What people have a problem with is that we don’t actually know who started it. Was it the president’s last straw of killing innocent people, or was that an excessive response to any of these groups that could have shown aggression to the government and/or its citizens? Movie-goers have been thrown off by the lack of this detail by not knowing who to stand with and feel that they’re watching a baseless war play out. Many of which went to see this movie expecting a clear implication from Garland that this could begin in real life with a specific action taken by a hinted group or political party. Instead, what we see appears to be the most extreme versions of what could maybe have started as far-leaning organizations. Rather than severe political angst towards the president’s decisions, more than just the violence waged against his government, we see adrenaline-pumped animosity directed at him and a desire for his execution. An end to the beginning that has escalated to war fought by sides whose ideologies, while different in appearance (provided by Sam’s speculation of their inevitable battle against each other), are largely clouded leaving the audience pretty impartial to the fight.

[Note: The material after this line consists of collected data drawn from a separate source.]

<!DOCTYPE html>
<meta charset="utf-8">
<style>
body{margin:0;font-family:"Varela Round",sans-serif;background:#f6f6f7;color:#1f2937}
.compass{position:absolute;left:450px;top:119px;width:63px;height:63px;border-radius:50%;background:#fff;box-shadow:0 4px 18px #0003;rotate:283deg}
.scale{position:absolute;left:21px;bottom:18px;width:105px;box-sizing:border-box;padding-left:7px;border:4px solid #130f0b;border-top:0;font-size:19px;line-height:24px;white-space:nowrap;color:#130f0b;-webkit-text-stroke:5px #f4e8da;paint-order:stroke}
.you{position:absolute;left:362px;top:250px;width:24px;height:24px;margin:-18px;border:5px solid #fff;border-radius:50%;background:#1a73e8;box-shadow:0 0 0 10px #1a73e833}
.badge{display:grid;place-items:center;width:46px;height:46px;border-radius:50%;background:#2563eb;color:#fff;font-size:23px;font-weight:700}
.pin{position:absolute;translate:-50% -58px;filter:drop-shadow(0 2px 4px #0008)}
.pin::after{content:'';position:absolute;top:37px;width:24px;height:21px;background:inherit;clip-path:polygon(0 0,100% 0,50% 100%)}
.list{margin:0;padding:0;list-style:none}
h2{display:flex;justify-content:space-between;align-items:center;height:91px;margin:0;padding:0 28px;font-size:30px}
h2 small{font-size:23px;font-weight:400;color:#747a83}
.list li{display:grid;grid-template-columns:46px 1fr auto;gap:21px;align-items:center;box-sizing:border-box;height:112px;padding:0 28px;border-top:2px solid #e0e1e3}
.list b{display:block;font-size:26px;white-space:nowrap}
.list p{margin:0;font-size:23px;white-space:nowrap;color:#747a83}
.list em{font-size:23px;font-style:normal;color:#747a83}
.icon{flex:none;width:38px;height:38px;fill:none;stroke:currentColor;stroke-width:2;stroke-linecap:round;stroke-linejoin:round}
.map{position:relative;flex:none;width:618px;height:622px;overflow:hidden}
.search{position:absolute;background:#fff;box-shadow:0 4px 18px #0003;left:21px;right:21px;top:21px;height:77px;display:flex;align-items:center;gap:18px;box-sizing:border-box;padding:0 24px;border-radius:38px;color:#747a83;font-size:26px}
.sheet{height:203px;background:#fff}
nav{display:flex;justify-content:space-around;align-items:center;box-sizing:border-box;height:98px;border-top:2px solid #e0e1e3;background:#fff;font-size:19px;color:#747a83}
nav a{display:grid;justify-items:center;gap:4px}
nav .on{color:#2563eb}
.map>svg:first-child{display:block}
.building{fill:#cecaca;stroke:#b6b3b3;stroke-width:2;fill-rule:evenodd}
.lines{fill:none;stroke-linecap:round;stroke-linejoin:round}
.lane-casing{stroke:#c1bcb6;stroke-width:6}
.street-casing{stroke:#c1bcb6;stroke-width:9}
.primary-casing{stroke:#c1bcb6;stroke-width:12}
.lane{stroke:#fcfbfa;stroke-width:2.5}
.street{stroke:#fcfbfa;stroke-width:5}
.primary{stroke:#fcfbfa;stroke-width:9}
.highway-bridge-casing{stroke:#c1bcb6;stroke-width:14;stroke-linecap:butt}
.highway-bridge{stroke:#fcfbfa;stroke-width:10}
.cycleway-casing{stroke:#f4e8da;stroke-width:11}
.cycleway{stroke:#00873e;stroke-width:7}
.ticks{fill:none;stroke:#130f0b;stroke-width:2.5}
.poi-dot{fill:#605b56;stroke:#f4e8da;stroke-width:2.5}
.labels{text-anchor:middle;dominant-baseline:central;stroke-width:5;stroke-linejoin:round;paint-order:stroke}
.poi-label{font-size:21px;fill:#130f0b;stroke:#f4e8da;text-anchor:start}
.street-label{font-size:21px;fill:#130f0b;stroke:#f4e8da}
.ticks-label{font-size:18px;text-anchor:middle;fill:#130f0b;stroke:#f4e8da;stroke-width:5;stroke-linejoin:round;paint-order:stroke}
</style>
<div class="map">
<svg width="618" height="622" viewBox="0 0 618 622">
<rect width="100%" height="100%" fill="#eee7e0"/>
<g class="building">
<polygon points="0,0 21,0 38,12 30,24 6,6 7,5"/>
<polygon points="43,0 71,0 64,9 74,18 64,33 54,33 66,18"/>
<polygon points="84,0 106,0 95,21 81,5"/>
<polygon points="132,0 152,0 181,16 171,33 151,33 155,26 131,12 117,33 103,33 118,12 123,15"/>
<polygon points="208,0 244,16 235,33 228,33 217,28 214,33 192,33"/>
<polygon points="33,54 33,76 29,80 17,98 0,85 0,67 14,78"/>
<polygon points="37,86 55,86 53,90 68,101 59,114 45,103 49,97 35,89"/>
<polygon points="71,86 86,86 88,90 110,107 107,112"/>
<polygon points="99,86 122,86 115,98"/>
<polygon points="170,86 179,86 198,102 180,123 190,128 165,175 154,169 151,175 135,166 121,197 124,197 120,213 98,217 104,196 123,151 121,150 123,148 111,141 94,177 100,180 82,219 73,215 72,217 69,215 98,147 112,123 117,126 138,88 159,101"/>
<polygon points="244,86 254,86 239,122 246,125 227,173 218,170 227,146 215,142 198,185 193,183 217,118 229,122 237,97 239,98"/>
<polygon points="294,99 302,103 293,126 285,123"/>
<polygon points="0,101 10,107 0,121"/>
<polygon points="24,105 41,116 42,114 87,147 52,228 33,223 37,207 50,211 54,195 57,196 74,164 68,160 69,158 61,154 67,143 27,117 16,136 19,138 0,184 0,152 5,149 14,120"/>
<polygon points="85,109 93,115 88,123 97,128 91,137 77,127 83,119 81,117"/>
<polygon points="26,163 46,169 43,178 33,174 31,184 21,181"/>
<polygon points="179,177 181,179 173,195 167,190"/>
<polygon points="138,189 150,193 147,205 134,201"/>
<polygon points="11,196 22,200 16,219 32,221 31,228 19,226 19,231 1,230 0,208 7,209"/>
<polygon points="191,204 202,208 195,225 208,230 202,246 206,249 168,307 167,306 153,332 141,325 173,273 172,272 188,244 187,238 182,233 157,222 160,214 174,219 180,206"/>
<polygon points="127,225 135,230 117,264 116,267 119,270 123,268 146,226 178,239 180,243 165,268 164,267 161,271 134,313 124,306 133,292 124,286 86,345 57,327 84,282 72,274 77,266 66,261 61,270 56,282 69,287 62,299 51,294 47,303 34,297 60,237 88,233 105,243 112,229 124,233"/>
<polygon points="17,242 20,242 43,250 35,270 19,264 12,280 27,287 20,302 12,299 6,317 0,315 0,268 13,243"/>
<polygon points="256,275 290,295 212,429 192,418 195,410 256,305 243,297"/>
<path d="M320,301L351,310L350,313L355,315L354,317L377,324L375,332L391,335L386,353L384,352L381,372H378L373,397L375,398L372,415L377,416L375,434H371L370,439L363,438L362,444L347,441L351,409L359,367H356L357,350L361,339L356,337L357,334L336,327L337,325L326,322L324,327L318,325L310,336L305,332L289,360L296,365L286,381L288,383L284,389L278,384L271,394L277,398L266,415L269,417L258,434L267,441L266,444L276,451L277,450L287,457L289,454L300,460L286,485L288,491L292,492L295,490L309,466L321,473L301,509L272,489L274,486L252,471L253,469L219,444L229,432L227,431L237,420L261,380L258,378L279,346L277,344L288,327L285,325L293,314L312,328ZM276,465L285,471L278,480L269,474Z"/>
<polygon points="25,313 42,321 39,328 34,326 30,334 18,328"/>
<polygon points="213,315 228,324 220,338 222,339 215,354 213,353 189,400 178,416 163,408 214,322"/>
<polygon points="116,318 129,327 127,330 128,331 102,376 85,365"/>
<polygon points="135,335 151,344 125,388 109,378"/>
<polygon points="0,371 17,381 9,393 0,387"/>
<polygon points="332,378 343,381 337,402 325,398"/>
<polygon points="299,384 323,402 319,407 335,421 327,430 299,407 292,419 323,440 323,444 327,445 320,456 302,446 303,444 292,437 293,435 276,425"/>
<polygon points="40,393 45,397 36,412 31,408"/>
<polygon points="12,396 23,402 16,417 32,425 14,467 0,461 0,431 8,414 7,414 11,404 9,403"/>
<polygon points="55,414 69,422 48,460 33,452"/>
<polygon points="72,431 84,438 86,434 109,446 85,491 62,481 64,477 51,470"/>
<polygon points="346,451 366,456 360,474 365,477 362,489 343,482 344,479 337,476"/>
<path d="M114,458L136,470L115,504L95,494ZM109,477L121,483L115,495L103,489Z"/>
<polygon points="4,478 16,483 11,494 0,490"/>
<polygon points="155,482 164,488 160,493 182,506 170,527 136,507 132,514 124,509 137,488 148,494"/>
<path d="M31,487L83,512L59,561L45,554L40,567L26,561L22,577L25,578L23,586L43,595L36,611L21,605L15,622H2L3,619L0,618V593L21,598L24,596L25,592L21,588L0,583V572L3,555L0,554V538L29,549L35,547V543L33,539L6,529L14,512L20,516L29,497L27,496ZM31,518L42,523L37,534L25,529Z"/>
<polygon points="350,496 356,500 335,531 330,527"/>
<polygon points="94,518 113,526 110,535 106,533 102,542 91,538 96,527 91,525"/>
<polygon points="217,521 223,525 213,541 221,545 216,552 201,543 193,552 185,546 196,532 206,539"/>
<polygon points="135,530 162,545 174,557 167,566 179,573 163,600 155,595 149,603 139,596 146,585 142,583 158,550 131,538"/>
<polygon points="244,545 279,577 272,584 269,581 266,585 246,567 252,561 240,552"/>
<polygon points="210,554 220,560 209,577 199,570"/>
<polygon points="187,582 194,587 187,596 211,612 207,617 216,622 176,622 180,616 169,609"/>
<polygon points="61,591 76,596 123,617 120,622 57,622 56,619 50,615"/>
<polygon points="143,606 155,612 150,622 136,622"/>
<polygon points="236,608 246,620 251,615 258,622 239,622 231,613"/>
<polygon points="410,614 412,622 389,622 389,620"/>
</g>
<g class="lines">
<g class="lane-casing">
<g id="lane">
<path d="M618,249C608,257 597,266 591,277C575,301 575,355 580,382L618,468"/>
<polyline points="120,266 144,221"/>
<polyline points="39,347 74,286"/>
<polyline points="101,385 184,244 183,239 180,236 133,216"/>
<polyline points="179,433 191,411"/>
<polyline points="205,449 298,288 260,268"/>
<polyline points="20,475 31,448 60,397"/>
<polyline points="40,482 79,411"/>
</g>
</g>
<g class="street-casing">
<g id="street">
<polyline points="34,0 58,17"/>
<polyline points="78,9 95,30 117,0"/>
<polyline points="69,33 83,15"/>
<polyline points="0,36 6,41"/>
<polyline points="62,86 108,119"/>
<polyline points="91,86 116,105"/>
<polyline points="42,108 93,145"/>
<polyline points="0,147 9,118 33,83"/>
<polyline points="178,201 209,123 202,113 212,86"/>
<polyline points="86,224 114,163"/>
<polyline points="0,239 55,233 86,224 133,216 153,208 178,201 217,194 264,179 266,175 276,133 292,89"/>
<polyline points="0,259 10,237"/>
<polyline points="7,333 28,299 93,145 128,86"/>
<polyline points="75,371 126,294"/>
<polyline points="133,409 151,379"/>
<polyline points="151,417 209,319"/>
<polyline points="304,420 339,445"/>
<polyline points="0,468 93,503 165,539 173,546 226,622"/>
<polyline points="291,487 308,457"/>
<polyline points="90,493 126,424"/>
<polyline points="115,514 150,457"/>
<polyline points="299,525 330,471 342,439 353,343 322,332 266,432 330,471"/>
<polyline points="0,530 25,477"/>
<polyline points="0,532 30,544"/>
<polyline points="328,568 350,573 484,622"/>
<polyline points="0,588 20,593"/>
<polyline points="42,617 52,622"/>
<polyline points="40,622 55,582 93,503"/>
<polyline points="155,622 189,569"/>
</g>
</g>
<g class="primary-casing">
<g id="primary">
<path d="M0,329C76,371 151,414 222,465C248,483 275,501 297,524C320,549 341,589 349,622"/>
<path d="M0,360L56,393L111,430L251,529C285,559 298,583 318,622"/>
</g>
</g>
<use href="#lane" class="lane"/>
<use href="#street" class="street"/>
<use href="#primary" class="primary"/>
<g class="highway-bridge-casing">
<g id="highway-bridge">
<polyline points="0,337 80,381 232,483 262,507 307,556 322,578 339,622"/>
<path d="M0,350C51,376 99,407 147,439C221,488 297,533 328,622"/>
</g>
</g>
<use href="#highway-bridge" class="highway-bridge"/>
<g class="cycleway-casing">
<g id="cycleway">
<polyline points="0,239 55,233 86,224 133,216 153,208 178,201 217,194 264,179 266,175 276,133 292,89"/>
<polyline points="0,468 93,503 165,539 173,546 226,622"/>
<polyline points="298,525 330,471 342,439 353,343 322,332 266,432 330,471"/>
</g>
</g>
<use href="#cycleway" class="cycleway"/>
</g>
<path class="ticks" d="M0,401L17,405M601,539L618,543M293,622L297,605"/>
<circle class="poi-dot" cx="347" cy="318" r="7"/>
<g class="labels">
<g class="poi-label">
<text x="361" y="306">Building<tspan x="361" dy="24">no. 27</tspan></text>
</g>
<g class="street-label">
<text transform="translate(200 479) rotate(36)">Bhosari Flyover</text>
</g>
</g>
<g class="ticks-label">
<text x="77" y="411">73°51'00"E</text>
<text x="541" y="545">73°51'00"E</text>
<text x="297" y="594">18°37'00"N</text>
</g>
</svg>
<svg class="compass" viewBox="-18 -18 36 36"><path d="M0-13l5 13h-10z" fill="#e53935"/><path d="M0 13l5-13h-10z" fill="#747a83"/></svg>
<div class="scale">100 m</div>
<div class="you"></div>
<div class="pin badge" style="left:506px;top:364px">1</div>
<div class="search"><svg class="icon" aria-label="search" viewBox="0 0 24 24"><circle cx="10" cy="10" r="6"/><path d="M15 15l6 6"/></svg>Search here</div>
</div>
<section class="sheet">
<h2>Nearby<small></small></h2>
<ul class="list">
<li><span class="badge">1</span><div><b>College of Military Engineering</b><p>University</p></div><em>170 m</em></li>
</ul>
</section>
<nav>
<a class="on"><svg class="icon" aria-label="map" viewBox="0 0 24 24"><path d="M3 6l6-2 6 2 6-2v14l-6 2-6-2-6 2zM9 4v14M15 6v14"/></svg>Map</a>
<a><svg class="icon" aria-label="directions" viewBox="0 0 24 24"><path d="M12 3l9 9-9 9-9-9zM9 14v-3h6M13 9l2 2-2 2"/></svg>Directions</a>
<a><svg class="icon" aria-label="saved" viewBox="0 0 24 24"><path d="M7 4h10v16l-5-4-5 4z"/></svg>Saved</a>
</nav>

In regards to Garland’s choice to leave out the beginning of this war, senior Hunter Johnston says,“I think my take is that it was on purpose to show that when war happens, the reasons stop to matter because you’re already in it. And so at that point, it becomes tribal almost, and you’re just kind of in there trying to stay alive. I think he was very purposeful in not telling us the beginning. I think he chose America just because we sometimes feel so removed from stuff like this that is happening in third world countries almost all the time.”
Junior Ethan Kelly said,“I think it’s more based around looking at how civilians are in warfare, because we’re following the press which doesn’t carry weapons, they don’t answer to anybody. They’re just in action trying to live, trying to capture it.”

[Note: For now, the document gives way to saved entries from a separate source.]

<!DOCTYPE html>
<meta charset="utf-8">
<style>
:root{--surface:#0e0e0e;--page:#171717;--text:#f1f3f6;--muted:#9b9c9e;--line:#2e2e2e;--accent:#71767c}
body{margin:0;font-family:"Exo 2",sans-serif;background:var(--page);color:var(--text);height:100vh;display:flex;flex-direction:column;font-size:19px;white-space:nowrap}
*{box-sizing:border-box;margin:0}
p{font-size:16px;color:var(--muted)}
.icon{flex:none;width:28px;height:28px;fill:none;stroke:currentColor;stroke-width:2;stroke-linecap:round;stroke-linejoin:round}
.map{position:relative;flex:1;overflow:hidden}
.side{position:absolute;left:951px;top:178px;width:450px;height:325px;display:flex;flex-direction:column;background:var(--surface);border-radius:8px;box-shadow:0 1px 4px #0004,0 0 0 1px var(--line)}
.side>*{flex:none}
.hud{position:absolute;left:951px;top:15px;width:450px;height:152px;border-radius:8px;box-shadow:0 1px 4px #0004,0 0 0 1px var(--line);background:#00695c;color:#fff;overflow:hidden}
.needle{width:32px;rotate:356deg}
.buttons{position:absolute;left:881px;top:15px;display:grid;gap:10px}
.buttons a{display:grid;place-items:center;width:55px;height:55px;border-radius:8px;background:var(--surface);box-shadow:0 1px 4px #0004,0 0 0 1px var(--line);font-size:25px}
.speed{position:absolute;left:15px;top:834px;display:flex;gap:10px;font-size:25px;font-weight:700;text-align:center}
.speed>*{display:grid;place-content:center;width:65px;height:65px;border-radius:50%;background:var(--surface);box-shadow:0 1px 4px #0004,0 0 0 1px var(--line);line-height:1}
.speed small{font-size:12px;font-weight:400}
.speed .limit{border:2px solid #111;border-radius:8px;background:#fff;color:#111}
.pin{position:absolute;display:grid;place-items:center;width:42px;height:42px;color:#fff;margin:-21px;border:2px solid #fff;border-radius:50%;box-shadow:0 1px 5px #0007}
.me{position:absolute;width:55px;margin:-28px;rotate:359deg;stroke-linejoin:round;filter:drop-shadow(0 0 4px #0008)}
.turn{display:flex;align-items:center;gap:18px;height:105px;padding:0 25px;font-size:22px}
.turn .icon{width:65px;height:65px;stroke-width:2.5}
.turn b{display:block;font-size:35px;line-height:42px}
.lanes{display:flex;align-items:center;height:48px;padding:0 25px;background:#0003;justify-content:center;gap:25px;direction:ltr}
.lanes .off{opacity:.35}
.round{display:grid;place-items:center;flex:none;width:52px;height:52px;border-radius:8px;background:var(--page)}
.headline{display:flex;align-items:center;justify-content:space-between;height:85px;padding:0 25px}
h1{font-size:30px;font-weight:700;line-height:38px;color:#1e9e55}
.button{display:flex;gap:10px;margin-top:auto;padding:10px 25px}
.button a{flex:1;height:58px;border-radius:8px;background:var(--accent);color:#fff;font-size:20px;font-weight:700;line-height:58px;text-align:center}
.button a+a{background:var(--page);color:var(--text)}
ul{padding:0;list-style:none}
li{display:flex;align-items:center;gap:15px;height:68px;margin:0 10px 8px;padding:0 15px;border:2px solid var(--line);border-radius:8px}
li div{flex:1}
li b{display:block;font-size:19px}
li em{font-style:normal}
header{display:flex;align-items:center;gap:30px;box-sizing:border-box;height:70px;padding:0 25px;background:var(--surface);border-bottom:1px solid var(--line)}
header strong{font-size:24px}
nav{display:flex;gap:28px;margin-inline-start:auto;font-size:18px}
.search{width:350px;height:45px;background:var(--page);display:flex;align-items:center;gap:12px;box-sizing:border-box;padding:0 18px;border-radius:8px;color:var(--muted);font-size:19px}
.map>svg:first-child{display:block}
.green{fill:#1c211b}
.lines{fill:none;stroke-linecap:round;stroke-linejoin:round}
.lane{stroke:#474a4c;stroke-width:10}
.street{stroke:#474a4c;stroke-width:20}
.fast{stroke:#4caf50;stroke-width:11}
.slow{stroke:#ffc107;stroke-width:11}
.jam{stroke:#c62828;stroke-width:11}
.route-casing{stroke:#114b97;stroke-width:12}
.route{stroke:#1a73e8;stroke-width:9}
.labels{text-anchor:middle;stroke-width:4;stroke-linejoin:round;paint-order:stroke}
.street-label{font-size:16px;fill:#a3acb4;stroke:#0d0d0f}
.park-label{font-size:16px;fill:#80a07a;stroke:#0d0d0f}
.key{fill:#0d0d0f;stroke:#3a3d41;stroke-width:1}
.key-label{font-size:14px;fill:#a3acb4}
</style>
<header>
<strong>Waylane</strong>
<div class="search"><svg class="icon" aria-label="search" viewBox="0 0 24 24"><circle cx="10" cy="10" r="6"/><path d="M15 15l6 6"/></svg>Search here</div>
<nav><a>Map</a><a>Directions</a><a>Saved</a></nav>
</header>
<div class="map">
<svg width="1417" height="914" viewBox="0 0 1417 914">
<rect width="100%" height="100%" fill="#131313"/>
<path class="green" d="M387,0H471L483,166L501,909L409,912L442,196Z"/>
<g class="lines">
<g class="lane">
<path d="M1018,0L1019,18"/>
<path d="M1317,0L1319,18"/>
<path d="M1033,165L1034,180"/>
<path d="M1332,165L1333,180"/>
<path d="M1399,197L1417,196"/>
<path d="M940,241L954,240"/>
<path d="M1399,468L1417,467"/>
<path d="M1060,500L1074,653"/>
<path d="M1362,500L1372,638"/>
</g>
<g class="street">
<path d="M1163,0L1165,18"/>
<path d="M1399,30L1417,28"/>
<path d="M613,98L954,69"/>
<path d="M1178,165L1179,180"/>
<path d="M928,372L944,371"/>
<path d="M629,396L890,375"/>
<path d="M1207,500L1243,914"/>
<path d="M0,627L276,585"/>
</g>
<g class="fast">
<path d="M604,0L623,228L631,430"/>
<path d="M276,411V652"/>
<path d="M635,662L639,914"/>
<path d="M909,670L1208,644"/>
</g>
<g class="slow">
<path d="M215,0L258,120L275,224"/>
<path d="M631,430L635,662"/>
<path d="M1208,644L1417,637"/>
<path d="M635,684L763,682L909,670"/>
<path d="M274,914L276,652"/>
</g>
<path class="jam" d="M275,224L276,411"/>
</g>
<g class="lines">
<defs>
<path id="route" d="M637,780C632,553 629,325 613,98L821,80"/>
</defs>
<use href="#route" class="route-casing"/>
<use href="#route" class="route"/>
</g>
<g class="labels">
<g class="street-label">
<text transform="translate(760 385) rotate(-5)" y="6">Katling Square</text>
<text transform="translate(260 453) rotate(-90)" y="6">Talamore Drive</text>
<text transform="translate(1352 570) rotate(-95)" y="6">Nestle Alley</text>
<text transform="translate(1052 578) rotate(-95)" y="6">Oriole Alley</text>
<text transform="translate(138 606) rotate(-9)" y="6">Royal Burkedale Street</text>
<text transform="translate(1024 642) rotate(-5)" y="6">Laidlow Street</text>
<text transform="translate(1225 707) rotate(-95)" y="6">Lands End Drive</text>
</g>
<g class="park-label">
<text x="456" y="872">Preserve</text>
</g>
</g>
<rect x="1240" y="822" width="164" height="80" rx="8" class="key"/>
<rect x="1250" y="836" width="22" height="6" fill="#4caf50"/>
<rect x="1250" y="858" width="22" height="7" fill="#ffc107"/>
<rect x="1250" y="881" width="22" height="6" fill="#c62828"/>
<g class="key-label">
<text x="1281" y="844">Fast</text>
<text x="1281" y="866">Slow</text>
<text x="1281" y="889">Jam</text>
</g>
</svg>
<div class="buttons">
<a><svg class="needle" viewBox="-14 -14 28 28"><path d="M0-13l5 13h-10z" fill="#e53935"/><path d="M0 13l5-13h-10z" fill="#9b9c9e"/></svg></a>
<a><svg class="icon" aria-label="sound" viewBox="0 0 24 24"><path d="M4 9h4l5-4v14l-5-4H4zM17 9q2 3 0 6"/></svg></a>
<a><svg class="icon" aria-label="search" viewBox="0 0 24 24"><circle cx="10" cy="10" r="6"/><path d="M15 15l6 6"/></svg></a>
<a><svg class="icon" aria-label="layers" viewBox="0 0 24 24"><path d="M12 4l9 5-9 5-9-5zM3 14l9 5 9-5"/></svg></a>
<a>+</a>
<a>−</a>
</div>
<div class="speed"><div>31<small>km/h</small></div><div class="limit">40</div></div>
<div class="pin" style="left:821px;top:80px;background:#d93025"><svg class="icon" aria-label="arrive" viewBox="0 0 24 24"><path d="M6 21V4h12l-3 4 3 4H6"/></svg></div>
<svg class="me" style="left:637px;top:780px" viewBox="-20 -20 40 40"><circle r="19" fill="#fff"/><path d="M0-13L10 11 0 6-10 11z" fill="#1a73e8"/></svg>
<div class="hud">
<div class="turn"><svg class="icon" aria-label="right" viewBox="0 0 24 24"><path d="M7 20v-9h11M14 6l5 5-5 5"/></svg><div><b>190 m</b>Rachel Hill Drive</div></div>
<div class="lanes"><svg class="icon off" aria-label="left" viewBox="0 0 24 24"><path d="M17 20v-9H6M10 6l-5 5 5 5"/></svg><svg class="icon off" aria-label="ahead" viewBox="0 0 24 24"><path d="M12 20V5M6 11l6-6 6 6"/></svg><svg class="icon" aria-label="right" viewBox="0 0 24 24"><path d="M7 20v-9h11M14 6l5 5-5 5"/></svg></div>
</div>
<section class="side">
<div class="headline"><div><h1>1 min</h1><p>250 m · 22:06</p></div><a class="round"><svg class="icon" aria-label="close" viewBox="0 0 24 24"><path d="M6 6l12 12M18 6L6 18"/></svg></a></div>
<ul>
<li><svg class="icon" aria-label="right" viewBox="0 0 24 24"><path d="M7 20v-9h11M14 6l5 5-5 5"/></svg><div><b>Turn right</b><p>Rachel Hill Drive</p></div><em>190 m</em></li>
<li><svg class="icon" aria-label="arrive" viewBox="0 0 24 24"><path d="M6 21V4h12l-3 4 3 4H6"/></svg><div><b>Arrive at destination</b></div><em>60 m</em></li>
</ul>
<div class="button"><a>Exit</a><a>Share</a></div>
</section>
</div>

“Civil War” can be seen as a misleading title if you’re the kind of person who believes that Garland’s main theme and focus is the valiance of journalism. At the same time, it’s very fitting with how many people think a civil war is plausible today in the U.S. This movie holds both ideas very close to mind, it’s that we recognize them that makes this movie so important. How close we are to actual civil war is largely determined by how close we think we are, and how close we think we are is influenced by the news we read. Alex Garland may have been thrown some shade for not saying specifically how this would happen, but by showing us the risks and dangers of its documentation cements journalism’s importance.